🤖 AI Summary
In enterprise data lakes, identifying joinable tables solely via column-level syntactic or semantic similarity is insufficient; neglecting query-column context constitutes a critical bottleneck. This paper proposes TOPJoin, a context-aware, multi-criteria column joinability modeling framework. We formally define “context-aware column joinability” for the first time and integrate column embeddings, value embeddings, set overlap measures, and query-context features, employing multi-criteria weighted fusion for end-to-end joinability scoring. Extensive experiments on both academic and real-world enterprise datasets demonstrate that TOPJoin significantly outperforms state-of-the-art baselines, achieving new SOTA results in both recall and precision. These results empirically validate the pivotal role of contextual modeling in accurate joinable column discovery.
📝 Abstract
One of the major challenges in enterprise data analysis is the task of finding joinable tables that are conceptually related and provide meaningful insights.

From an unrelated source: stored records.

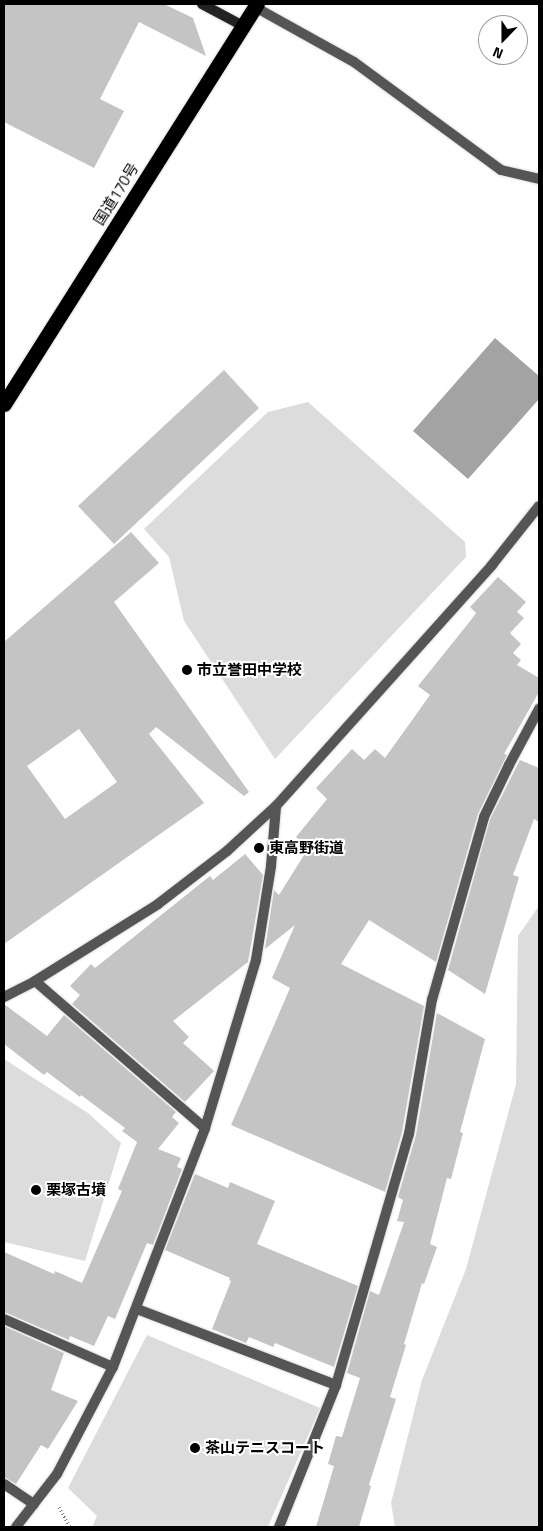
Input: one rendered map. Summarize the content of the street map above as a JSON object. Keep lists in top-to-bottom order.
{
  "streets": {
    "highway": ["国道170号"]
  },
  "places": [
    "市立誉田中学校",
    "東高野街道",
    "栗塚古墳",
    "茶山テニスコート"
  ],
  "north": "bottom"
}
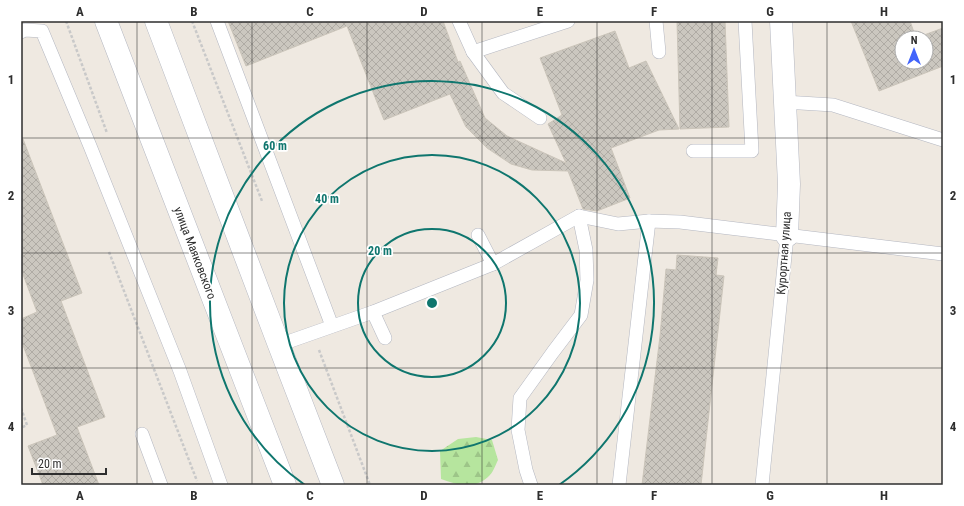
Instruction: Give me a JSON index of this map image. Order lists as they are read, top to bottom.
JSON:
{
  "streets": {
    "main road": ["улица Маяковского", "Курортная улица"]
  },
  "scale_bar": "20 m",
  "north": "top",
  "grid": {
    "columns": [
      "A",
      "B",
      "C",
      "D",
      "E",
      "F",
      "G",
      "H"
    ],
    "rows": [
      "1",
      "2",
      "3",
      "4"
    ]
  },
  "rings": ["60 m", "40 m", "20 m"]
}
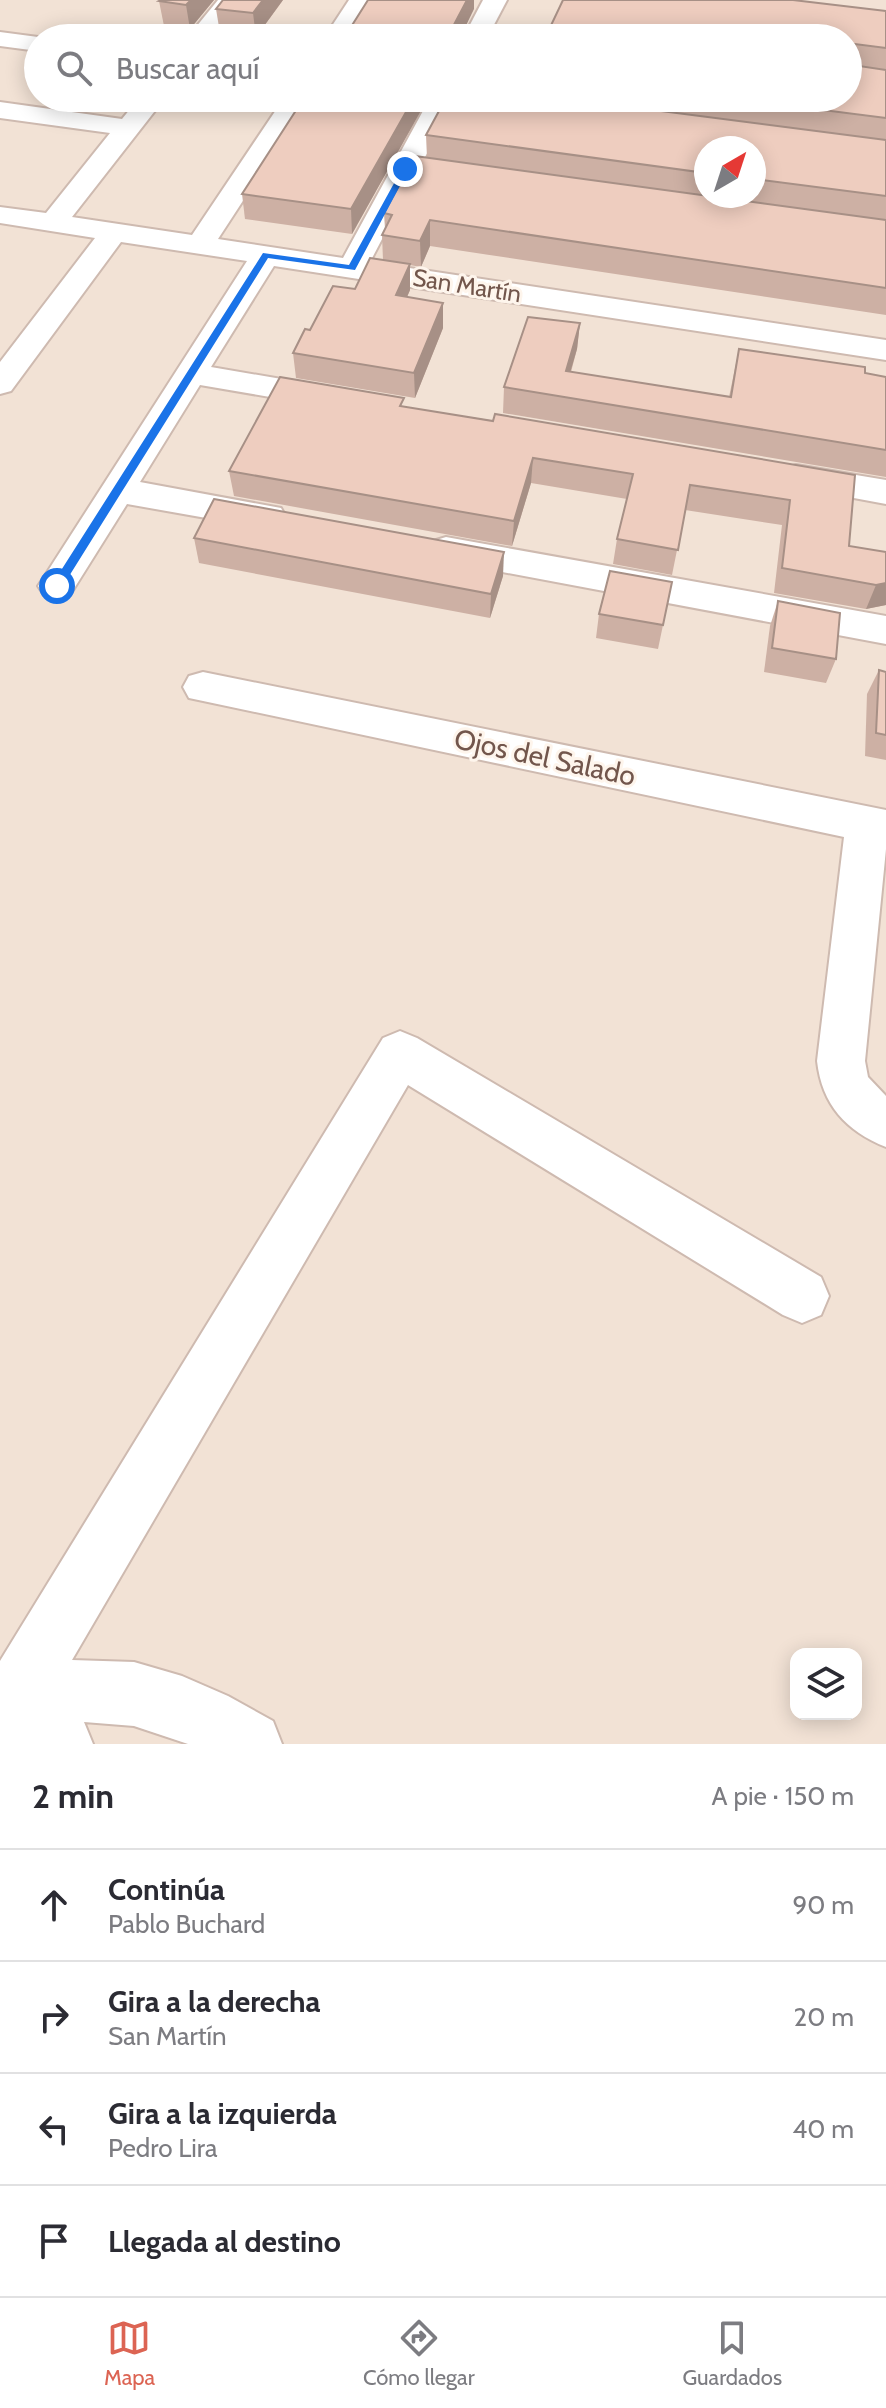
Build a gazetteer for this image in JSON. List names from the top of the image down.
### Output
{
  "streets": {
    "street": ["San Martín", "Ojos del Salado"]
  },
  "north": "top right",
  "page": {
    "search": "Buscar aquí",
    "heading": ["2 min", "A pie · 150 m"],
    "list": [
      ["Continúa", "Pablo Buchard", "90 m"],
      ["Gira a la derecha", "San Martín", "20 m"],
      ["Gira a la izquierda", "Pedro Lira", "40 m"],
      "Llegada al destino"
    ],
    "nav": ["Mapa", "Cómo llegar", "Guardados"]
  }
}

Traditionally, joinable tables have been discovered through a search for similar columns, where two columns are considered similar syntactically if there is a set overlap or they are considered similar semantically if either the column embeddings or value embeddings are closer in the embedding space. However, for enterprise data lakes, column similarity is not sufficient to identify joinable columns and tables. The context of the query column is important. Hence, in this work, we first define context-aware column joinability. Then we propose a multi-criteria approach, called TOPJoin, for joinable column search. We evaluate TOPJoin against existing join search baselines over one academic and one real-world join search benchmark. Through experiments, we find that TOPJoin performs better on both benchmarks than the baselines.